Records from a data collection
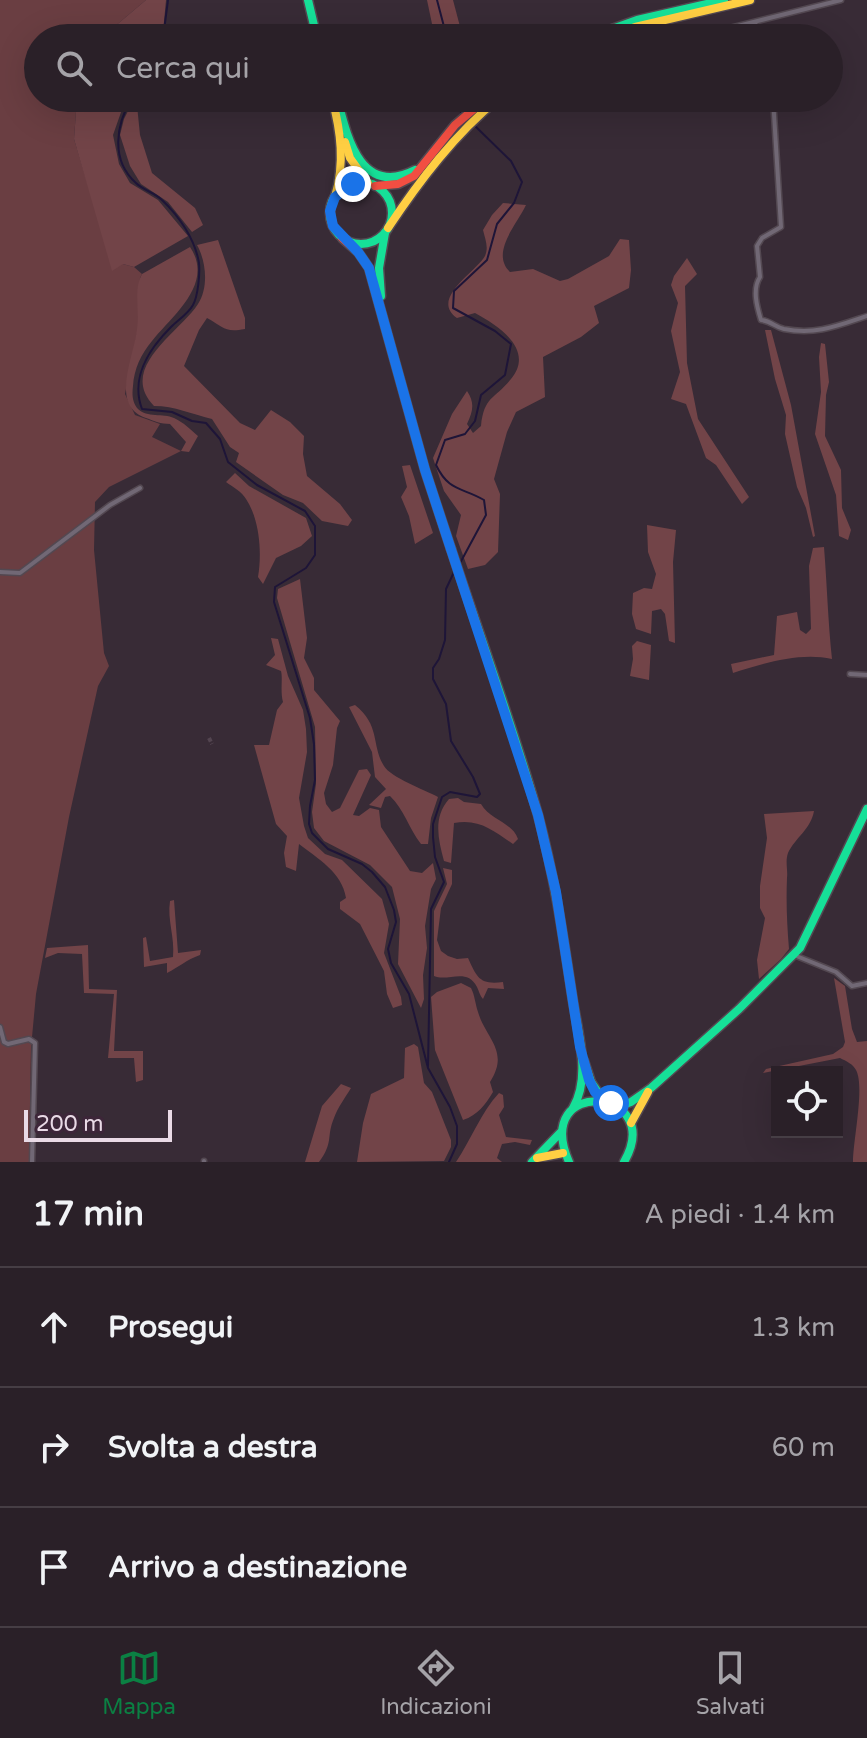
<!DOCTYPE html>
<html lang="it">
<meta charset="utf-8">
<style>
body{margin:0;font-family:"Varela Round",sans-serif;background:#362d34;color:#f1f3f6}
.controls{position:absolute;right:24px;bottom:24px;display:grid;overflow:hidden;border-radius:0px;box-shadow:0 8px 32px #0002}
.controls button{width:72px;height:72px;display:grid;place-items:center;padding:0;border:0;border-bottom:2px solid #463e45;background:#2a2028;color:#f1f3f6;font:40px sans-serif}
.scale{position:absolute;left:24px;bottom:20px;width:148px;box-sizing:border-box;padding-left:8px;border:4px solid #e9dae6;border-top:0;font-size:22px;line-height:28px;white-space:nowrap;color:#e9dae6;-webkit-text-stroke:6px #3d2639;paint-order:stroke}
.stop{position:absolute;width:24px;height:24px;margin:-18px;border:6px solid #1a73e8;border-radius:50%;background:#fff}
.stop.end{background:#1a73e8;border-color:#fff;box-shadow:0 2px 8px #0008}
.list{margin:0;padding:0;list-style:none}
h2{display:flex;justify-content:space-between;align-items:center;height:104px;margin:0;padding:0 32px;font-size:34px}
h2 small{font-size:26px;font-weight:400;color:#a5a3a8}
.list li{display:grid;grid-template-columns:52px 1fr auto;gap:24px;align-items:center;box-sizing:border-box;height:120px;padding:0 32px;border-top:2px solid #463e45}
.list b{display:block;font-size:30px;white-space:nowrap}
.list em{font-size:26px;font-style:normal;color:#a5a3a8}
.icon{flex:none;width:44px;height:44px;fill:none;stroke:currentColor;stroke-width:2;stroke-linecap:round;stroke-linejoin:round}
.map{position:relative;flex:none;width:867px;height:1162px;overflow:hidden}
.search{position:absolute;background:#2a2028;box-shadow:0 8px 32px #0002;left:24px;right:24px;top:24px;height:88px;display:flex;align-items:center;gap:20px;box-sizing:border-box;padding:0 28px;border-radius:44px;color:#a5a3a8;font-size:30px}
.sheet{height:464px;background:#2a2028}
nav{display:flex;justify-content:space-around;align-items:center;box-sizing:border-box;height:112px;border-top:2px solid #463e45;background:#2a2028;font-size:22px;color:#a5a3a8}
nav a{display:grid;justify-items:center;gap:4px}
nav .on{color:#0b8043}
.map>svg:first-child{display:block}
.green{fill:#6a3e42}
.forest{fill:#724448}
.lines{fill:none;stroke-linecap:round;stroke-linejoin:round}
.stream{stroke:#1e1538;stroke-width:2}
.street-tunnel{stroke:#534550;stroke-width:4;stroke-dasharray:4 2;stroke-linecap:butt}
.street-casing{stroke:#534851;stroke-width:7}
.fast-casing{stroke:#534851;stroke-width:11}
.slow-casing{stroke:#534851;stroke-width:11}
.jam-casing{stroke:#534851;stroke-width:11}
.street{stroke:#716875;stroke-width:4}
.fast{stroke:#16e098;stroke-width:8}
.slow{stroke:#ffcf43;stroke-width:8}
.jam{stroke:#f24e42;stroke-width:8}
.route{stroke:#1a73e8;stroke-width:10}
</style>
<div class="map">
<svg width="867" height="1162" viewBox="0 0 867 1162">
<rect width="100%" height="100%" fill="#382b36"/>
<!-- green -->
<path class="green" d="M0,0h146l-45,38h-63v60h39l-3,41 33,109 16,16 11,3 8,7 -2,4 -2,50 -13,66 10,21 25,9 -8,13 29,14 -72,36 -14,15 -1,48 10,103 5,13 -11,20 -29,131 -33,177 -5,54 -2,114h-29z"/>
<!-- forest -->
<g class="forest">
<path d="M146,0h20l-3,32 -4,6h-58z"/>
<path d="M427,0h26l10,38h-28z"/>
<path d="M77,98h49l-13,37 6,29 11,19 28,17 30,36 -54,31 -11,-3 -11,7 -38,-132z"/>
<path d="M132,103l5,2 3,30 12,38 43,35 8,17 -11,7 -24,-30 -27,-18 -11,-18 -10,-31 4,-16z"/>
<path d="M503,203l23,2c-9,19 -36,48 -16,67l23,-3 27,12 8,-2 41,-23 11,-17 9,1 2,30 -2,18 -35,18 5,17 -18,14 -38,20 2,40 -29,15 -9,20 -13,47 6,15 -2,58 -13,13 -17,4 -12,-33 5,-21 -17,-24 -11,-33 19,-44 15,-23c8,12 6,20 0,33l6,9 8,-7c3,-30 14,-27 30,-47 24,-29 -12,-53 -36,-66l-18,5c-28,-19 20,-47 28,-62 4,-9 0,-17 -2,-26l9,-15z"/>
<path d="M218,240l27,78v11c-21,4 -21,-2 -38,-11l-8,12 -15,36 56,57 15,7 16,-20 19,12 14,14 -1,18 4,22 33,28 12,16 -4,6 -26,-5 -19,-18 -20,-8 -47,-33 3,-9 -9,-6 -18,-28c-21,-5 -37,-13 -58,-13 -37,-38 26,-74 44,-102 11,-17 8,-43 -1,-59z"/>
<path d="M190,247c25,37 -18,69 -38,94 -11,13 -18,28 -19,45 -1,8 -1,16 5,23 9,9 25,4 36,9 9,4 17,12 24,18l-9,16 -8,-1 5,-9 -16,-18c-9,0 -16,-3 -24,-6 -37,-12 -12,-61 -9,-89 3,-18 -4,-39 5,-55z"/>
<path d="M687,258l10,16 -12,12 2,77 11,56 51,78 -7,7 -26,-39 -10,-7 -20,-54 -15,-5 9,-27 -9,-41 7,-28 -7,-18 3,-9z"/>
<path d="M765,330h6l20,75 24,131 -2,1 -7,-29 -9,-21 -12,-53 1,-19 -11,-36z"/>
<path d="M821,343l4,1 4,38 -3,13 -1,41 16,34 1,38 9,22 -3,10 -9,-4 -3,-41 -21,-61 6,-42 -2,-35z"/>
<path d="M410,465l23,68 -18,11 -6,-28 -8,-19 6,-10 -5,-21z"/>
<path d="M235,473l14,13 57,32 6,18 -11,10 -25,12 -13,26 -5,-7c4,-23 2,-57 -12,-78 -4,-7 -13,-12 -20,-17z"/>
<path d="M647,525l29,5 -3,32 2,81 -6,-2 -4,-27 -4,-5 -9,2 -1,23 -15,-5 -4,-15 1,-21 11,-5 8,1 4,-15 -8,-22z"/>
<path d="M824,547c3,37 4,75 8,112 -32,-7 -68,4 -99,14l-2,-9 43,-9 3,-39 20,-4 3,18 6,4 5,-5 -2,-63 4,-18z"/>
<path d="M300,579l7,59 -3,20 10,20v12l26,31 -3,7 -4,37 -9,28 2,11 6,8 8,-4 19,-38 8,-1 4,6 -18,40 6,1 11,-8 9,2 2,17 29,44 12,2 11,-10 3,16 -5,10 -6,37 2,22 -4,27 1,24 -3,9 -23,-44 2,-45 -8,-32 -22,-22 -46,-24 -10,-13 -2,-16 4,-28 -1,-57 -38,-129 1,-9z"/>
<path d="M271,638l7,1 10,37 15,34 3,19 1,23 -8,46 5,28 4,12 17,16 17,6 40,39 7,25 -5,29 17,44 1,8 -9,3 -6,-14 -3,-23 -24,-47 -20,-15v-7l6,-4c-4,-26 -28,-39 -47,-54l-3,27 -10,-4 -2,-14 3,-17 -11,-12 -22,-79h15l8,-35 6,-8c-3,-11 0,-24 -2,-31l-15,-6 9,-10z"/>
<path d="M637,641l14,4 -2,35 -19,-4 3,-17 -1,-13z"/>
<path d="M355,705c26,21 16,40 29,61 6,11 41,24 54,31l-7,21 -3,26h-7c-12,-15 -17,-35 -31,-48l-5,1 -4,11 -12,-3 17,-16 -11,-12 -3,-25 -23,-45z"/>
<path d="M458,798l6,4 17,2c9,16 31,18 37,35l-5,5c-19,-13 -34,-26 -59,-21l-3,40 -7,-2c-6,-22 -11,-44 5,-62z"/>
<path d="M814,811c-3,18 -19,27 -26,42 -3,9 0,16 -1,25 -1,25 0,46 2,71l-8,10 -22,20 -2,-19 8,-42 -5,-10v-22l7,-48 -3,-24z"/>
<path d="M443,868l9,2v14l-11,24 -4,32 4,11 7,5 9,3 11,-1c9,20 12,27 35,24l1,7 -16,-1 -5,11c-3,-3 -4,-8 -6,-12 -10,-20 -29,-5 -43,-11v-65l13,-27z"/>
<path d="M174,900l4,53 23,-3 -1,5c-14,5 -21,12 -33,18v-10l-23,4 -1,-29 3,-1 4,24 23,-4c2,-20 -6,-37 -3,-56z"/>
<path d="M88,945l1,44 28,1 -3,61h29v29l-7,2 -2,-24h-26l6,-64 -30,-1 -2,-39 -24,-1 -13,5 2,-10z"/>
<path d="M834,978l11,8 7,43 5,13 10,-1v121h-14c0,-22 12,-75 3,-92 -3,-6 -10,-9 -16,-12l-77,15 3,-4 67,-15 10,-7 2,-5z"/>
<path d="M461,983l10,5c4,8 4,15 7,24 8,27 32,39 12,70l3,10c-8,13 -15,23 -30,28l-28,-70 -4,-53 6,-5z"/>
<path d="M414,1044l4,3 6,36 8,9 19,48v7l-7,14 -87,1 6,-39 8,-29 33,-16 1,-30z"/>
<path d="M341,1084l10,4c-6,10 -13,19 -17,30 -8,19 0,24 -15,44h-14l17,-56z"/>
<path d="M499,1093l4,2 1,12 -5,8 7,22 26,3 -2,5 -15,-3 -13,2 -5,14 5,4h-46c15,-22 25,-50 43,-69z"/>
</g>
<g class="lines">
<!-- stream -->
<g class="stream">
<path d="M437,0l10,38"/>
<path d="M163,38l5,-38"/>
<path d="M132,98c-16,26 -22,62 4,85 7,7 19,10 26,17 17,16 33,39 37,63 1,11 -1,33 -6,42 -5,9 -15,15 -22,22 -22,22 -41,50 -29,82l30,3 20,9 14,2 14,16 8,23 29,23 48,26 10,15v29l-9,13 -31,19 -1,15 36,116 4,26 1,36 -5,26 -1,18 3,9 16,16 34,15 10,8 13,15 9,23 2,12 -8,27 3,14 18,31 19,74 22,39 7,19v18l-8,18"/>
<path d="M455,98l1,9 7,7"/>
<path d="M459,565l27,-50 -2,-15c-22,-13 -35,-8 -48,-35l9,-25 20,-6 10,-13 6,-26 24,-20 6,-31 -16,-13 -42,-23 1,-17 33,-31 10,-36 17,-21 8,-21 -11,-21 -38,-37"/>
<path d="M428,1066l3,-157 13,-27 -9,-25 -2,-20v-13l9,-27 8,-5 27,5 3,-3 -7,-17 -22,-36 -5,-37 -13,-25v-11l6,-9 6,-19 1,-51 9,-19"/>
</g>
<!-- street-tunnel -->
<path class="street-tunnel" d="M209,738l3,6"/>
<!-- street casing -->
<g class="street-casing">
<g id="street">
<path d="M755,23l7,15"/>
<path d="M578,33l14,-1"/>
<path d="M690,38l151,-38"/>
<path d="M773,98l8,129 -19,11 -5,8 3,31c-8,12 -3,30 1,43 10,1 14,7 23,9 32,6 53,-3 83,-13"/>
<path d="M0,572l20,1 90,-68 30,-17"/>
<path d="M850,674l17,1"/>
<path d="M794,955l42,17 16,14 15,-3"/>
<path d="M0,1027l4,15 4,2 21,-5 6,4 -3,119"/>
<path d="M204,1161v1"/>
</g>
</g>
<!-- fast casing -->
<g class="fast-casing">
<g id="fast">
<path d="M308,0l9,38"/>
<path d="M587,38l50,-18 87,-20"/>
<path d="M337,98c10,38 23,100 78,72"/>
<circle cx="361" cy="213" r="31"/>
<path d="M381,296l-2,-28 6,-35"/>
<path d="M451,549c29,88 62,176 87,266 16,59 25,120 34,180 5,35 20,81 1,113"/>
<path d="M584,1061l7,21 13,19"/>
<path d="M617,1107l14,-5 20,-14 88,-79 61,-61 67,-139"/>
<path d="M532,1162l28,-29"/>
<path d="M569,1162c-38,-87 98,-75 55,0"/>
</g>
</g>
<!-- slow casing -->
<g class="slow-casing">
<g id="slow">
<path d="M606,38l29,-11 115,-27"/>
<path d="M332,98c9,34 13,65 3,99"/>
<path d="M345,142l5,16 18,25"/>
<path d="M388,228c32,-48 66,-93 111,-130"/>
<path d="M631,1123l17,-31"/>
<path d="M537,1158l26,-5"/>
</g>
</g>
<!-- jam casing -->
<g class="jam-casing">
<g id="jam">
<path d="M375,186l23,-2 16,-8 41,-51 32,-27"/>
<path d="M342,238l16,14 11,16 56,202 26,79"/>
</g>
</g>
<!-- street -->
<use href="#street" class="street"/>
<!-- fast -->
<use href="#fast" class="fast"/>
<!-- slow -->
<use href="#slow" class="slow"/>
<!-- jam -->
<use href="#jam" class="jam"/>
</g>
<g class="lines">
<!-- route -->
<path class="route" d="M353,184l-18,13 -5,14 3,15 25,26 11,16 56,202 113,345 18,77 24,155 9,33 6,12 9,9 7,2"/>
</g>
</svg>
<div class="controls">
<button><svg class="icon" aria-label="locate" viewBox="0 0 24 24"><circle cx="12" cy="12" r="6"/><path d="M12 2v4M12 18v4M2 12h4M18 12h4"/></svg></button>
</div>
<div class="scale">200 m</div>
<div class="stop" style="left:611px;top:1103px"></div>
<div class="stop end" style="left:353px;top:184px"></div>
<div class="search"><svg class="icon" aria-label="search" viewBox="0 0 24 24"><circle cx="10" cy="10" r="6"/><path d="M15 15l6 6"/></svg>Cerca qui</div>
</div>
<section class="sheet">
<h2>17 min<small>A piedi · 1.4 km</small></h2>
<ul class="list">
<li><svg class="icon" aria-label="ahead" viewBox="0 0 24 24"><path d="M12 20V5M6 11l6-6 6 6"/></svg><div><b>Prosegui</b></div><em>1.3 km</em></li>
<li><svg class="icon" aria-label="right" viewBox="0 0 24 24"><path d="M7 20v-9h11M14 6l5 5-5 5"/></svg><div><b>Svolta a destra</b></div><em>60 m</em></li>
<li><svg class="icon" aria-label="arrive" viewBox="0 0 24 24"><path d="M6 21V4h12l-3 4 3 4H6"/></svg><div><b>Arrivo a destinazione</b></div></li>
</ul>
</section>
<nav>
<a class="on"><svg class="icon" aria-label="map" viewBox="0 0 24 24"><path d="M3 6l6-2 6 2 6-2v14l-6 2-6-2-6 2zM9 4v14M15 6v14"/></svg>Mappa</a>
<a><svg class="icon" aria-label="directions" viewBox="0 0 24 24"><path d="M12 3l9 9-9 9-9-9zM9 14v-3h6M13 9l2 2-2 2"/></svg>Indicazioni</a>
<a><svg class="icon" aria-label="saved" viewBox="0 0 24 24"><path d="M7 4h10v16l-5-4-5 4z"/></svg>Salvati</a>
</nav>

Task objective: Whenever the word "linejoin" shows up in a line of the entries, list that line.

Solution for this exercise:
.icon{flex:none;width:44px;height:44px;fill:none;stroke:currentColor;stroke-width:2;stroke-linecap:round;stroke-linejoin:round}
.lines{fill:none;stroke-linecap:round;stroke-linejoin:round}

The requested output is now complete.